Il filosofo Slavoj Žižek, nel suo nuovo libro Come un ladro in pieno giorno, suggerisce che il mondo sia organizzato come una nuova Sparta, secondo tre classi: il Primo Mondo, ovvero gli USA come potere militare-politico-ideologico; il Secondo Mondo, ovvero l’Europa e alcune regioni di Asia e Sud America come regioni industrial-manifatturiere; il Terzo Mondo, i nuovi iloti, gli esclusi. Il mondo mostrato in Cafarnao è proprio quello dei reietti che vivono nella discarica del Primo e del Secondo Mondo, abitanti di una realtà che ne è la diretta emanazione. Ciò non vuol dire che Primo e Secondo Mondo non siano presenti nel film. Si palesano, però, in forme diverse.

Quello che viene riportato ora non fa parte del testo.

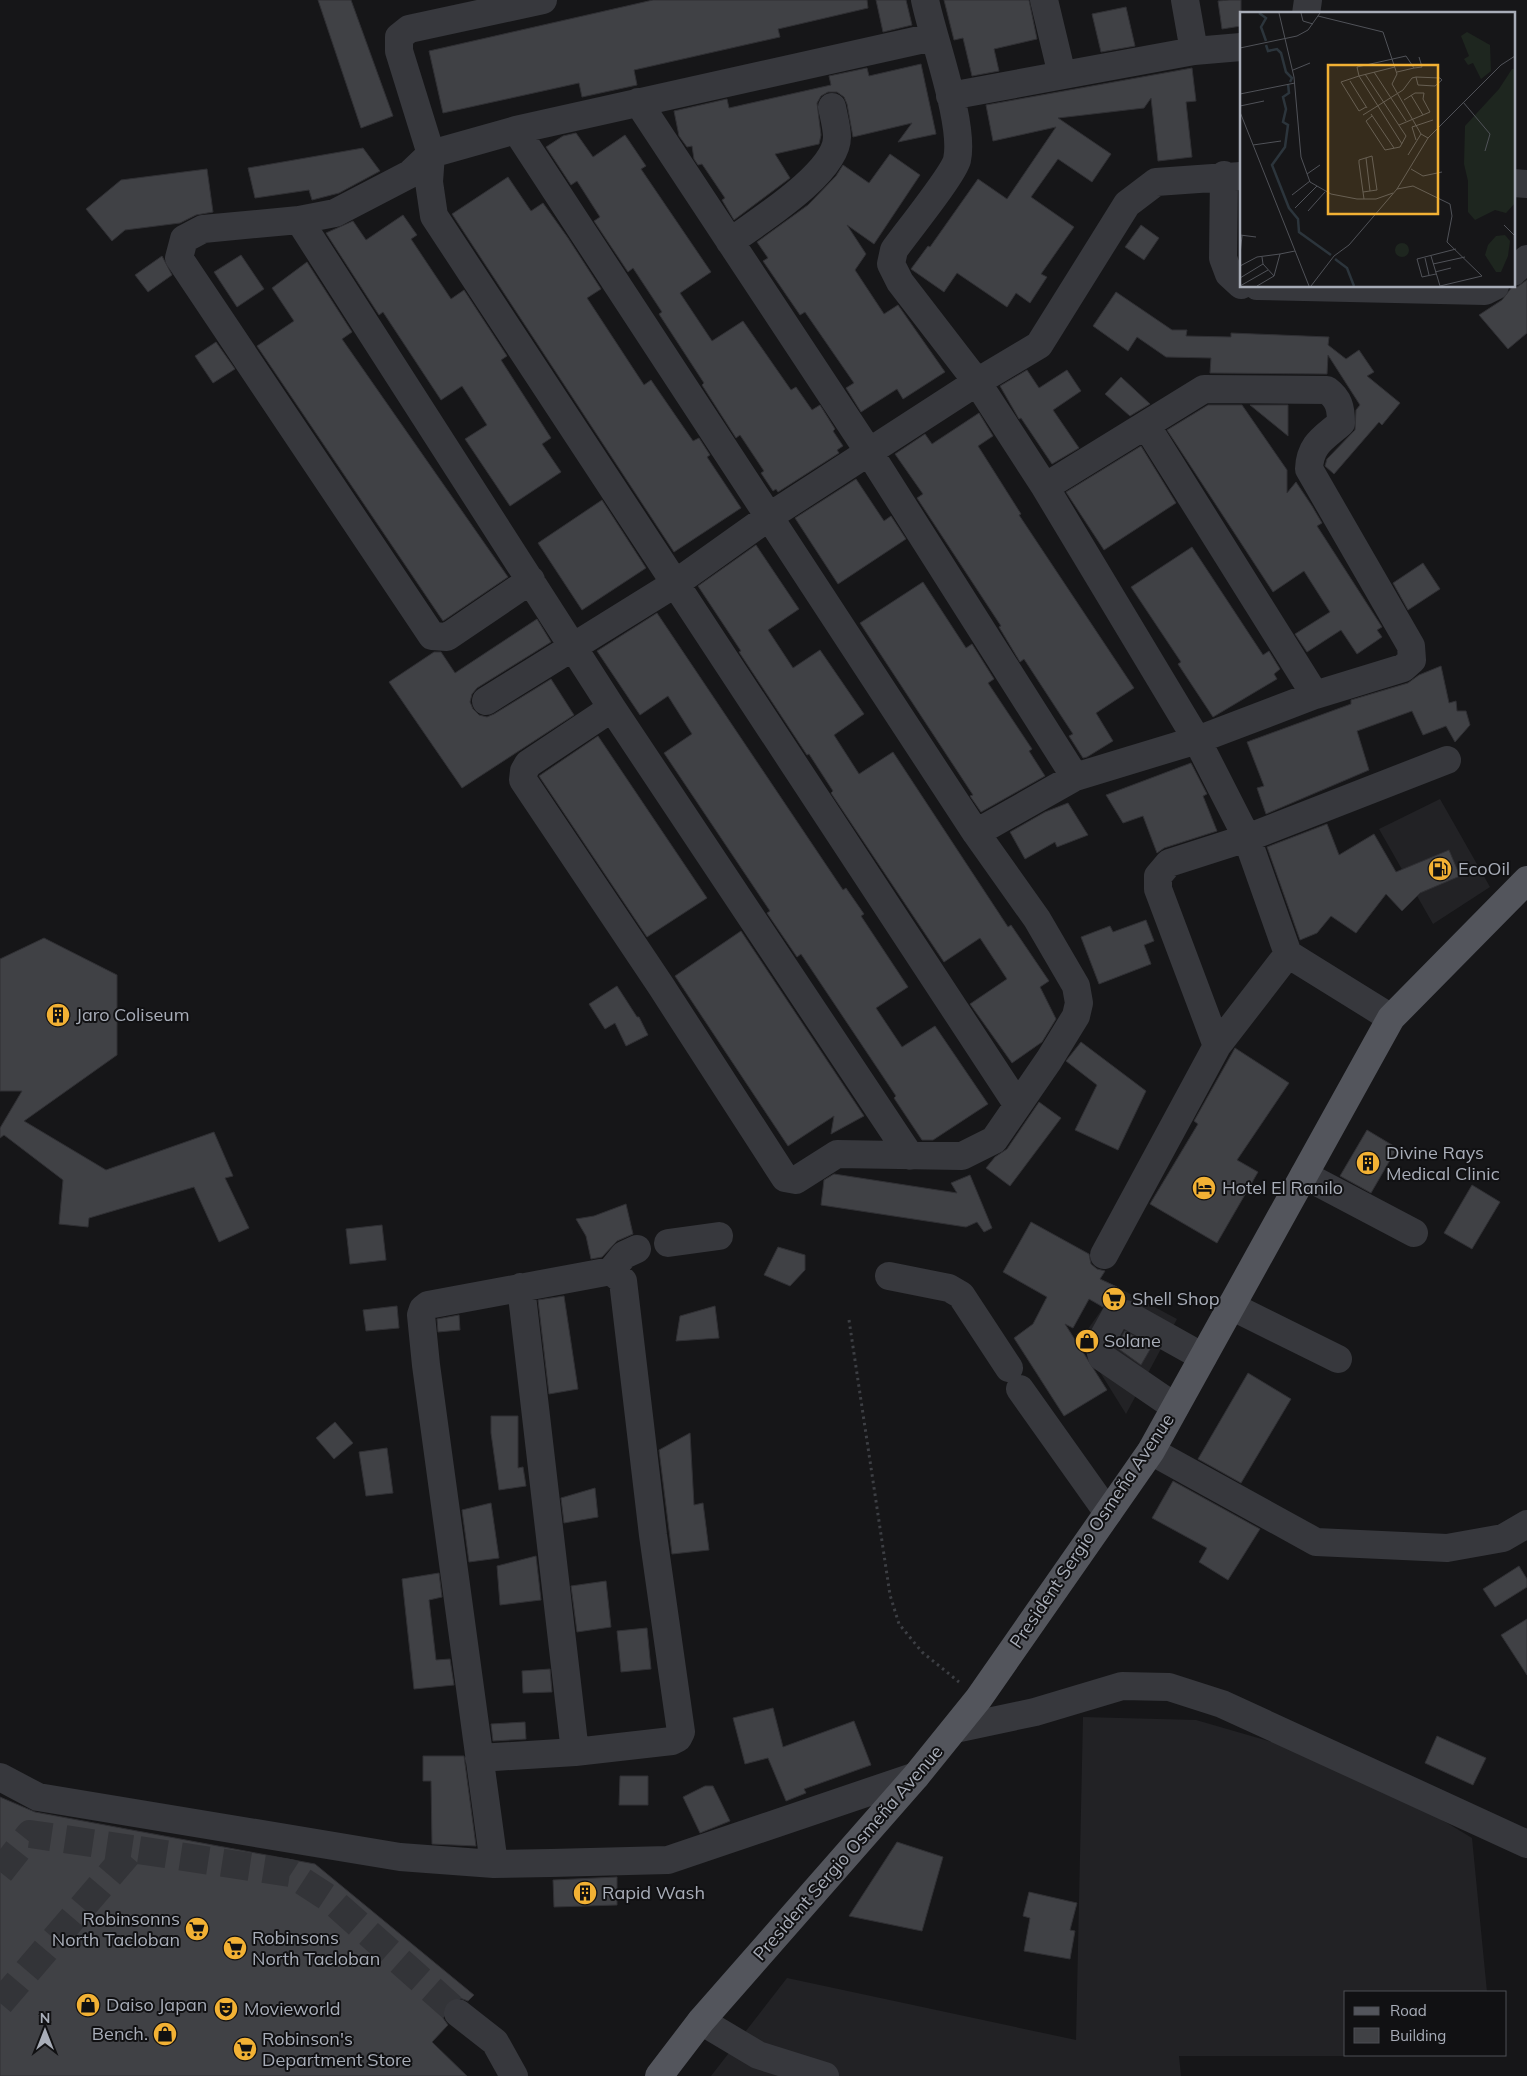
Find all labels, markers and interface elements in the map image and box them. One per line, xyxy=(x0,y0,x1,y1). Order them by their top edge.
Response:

Il Secondo Mondo appare in maniera più concreta, ma anche in tutta la sua ipocrisia: i missionari che nella prigione cantano e ballano, col fine di conoscere i detenuti e tirarli su di morale, come se una risata potesse cancellare una vita di dolore; i volontari degli aiuti umanitari che aiutano solo i profughi siriani, perché c’è sofferenza e sofferenza, fame e fame; le patatine fritte, ovvero il cibo spazzatura di cui Zain e Yonas si nutrono in quanto unico prodotto che si possono permettere. Il Primo Mondo, invece, appare come immaginario degradato, come un eco: un pupazzo senza un orecchio e un murales sporco di Topolino; Cockroach-Man, ovvero un vecchio che si guadagna da vivere indossando un costume uguale a quello di Spider-Man, ma con uno scarafaggio al posto del ragno; un cartone animato visto attraverso un vetro sporco di una finestrella di una baracca.

Così, Cafarnao – Caos e miracoli si rivolge allo spettatore occidentale palesando l’idea che il mondo di sofferenza e degrado che vediamo è una produzione diretta del nostro. Non c’è un colpevole perché non viene rappresentata una colpa, ma la condensazione delle conseguenze di un sistema in un mondo. E si sa che un sistema diluisce la colpa nella massa che ne fa parte, facendola sparire. Allora, più che cercare un colpevole si dovrebbe cercare la forza di cambiare il sistema che rende possibile l’esistenza di un mondo del genere. Un mondo in cui un bambino non può giocare con uno skateboard, ma deve trasformarlo in strumento di sopravvivenza.